◆ **What to produce**:
All lines with the word "canvas" in the material below are required.

◆ **Data to use**:

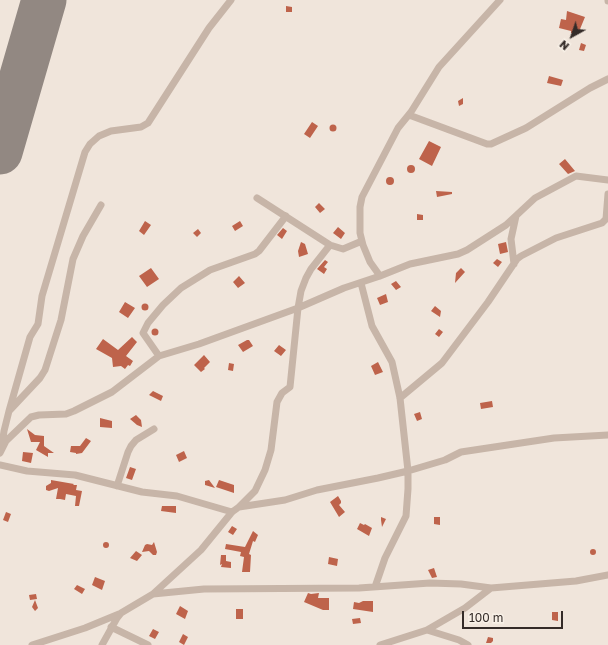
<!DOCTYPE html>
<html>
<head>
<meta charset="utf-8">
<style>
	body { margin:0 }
	#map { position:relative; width:608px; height:645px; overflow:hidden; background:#f0e5db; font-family:"Golos Text",sans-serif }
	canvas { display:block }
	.north { position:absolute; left:552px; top:16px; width:40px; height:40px; -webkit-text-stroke:3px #f8f0e7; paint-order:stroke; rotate:220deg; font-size:11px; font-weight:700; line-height:16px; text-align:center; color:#342b28 }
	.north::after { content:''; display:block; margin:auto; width:14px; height:18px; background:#342b28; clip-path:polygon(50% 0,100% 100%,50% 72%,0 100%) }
	.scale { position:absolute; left:462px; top:611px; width:101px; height:18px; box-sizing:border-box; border:2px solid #342b28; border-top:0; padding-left:5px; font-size:12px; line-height:14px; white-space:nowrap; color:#342b28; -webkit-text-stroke:3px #f8f0e7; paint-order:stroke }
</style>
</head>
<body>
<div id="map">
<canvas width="608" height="645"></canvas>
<div class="north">N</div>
<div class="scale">100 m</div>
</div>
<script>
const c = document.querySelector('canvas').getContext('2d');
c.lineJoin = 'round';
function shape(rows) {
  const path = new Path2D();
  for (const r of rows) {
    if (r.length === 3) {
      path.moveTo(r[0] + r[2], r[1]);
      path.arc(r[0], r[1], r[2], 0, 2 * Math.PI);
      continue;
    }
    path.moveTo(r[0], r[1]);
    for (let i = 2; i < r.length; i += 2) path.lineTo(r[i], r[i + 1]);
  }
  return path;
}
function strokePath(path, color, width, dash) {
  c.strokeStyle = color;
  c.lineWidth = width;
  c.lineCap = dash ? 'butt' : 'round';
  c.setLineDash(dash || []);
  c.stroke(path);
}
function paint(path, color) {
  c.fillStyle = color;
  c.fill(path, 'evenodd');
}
const runway = shape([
	[0,152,44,0]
]);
const building = shape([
	[286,6,292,7,292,12,286,12],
	[567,11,585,17,578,34,571,33,571,31,559,28,561,19,566,20],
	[581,43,586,45,584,51,579,50],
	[549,76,563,80,561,86,547,83],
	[463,98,463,104,459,106,458,101],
	[312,122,318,126,310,138,304,134],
	[333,128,3.5],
	[429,141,441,147,432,166,419,159],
	[565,159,575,171,568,174,559,164],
	[411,169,4],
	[390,181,4],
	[436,191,452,192,452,194,437,197],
	[319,203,325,209,320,213,315,207],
	[417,214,423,215,423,220,417,220],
	[145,221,151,225,144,235,139,231],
	[240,221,243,226,235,231,232,226],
	[338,227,345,233,341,239,333,233],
	[283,228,287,231,282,239,277,235],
	[198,229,201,233,197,237,193,233],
	[301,242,305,244,308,254,299,257,298,251],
	[506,242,508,252,500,254,498,244],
	[497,259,502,262,498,267,493,263],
	[325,260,328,262,324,267,327,269,324,274,317,269],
	[151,268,159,279,147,287,139,276],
	[461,268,465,272,455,283,456,273],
	[239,276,245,283,238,288,233,282],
	[396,281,401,287,396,290,391,284],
	[386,294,388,302,380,305,377,298],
	[125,302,135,308,128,318,119,312],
	[145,307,3.5],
	[435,306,441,311,440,317,431,311],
	[155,332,3.5],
	[439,329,443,332,439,337,435,334],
	[132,337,137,342,126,356,133,361,130,366,128,365,125,369,121,366,113,367,112,358,96,349,103,339,118,350],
	[247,340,249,340,253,346,243,352,238,345],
	[279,345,286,350,281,356,274,351],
	[204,355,210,362,204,368,205,369,201,372,194,365],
	[378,362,383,372,375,375,371,366],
	[229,363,234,364,233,371,228,370],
	[153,391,163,396,161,401,149,395],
	[492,401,493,407,481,409,480,403],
	[420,412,422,419,417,421,414,414],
	[136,415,141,420,142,427,137,425,130,419],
	[100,418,112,421,112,428,100,427],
	[27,429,35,435,44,436,44,446,54,453,48,453,48,457,36,450,40,442,31,442],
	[86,438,91,441,82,453,76,454,76,453,70,452,71,446,80,446],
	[184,451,187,458,179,462,176,455],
	[23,452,33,453,31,463,22,461],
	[130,467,136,469,132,480,126,478],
	[51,480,74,484,73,485,77,485,76,490,82,491,79,506,75,506,76,496,66,494,65,500,60,499,56,499,58,488,49,491,46,490,46,486,51,483],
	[209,480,215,488,205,485,205,481],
	[219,480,234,485,234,493,216,487],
	[338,496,341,501,341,503,339,505,345,512,339,517,330,502],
	[162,506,176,506,176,513,161,511],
	[6,512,11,514,8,522,3,520],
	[381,517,386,519,382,527,381,520],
	[434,517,440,517,440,525,434,524],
	[360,523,364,525,365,524,372,528,369,536,357,529],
	[232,526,237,529,233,535,228,532],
	[253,531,258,535,255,542,253,541,249,554,251,555,250,572,242,572,244,557,240,556,241,552,225,549,226,544,245,547],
	[106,545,3],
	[154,542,157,552,156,555,153,555,149,551,142,552,145,545,147,544,152,545],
	[593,552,3],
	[136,551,142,555,137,561,130,558],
	[221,555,226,555,226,561,231,562,231,568,221,567,222,564,220,565],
	[329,557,338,559,337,566,328,564],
	[434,568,437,577,432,578,428,570],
	[95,577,105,581,102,590,92,585],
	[77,585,85,589,82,594,74,589],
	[308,593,311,594,319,593,318,598,329,598,329,610,323,610,304,602],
	[36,594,37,599,30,600,29,595],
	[35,600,38,608,35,611,32,607],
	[363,601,373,601,373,612,353,609,354,602,359,603],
	[180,606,188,611,185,619,176,614],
	[236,609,243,609,243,619,236,619],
	[552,612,558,612,558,621,552,620],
	[360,618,361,623,353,624,352,619],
	[153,629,159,632,155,639,149,636],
	[183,634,188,637,184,645,179,642],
	[488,637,493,638,493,641,491,643,486,643]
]);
const minor = shape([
	[608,0,608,1],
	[409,115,487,144,491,144,526,128,590,88,608,79],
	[257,198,330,245,343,249,362,241],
	[514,264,511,239,516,216],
	[380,276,370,262,363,245,360,233,360,207,362,197,398,128,411,112,439,67,500,0],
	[361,283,372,326,392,362,400,398,408,471,408,489,406,516,385,558,375,587],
	[159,356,143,333,148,323,163,305,181,288,210,270,255,254,259,251,286,216],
	[400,398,442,363,488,302,517,259,521,256,556,238,602,223,606,219,608,194],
	[9,411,30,337,38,324,42,296,85,152,90,144,99,136,111,131,141,127,148,123,209,28,231,0],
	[2,445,4,431,9,411,40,378,45,370,61,320,73,259,83,236,101,205],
	[0,453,6,441,31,417,39,415,66,414,74,411,112,392,159,356,199,344,298,308,344,288,380,276,410,264,458,254,467,250,506,225,535,198,576,176,608,180],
	[0,465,27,471,75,475,142,492,177,496,232,512],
	[117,486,128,452,131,446,136,440,154,429],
	[239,507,255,491,265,470,271,450,277,402,282,393,290,387,298,308,301,291,306,278,311,269,330,245],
	[491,588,576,581,608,575],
	[153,594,201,550,232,512,239,507,285,500,317,490,378,478,408,471,445,460,461,452,554,438,608,435],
	[111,627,148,645],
	[427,630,459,640,468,645],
	[32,645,85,628,119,614],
	[102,645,117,618,121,613,153,594,204,589,359,588,430,583,461,584,491,588,465,608,427,630,380,645]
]);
strokePath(runway, '#928882', 45);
paint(building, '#be634b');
strokePath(minor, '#c7b5a8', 7);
</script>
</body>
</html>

◆ **Result below**:
	canvas { display:block }
<canvas width="608" height="645"></canvas>
const c = document.querySelector('canvas').getContext('2d');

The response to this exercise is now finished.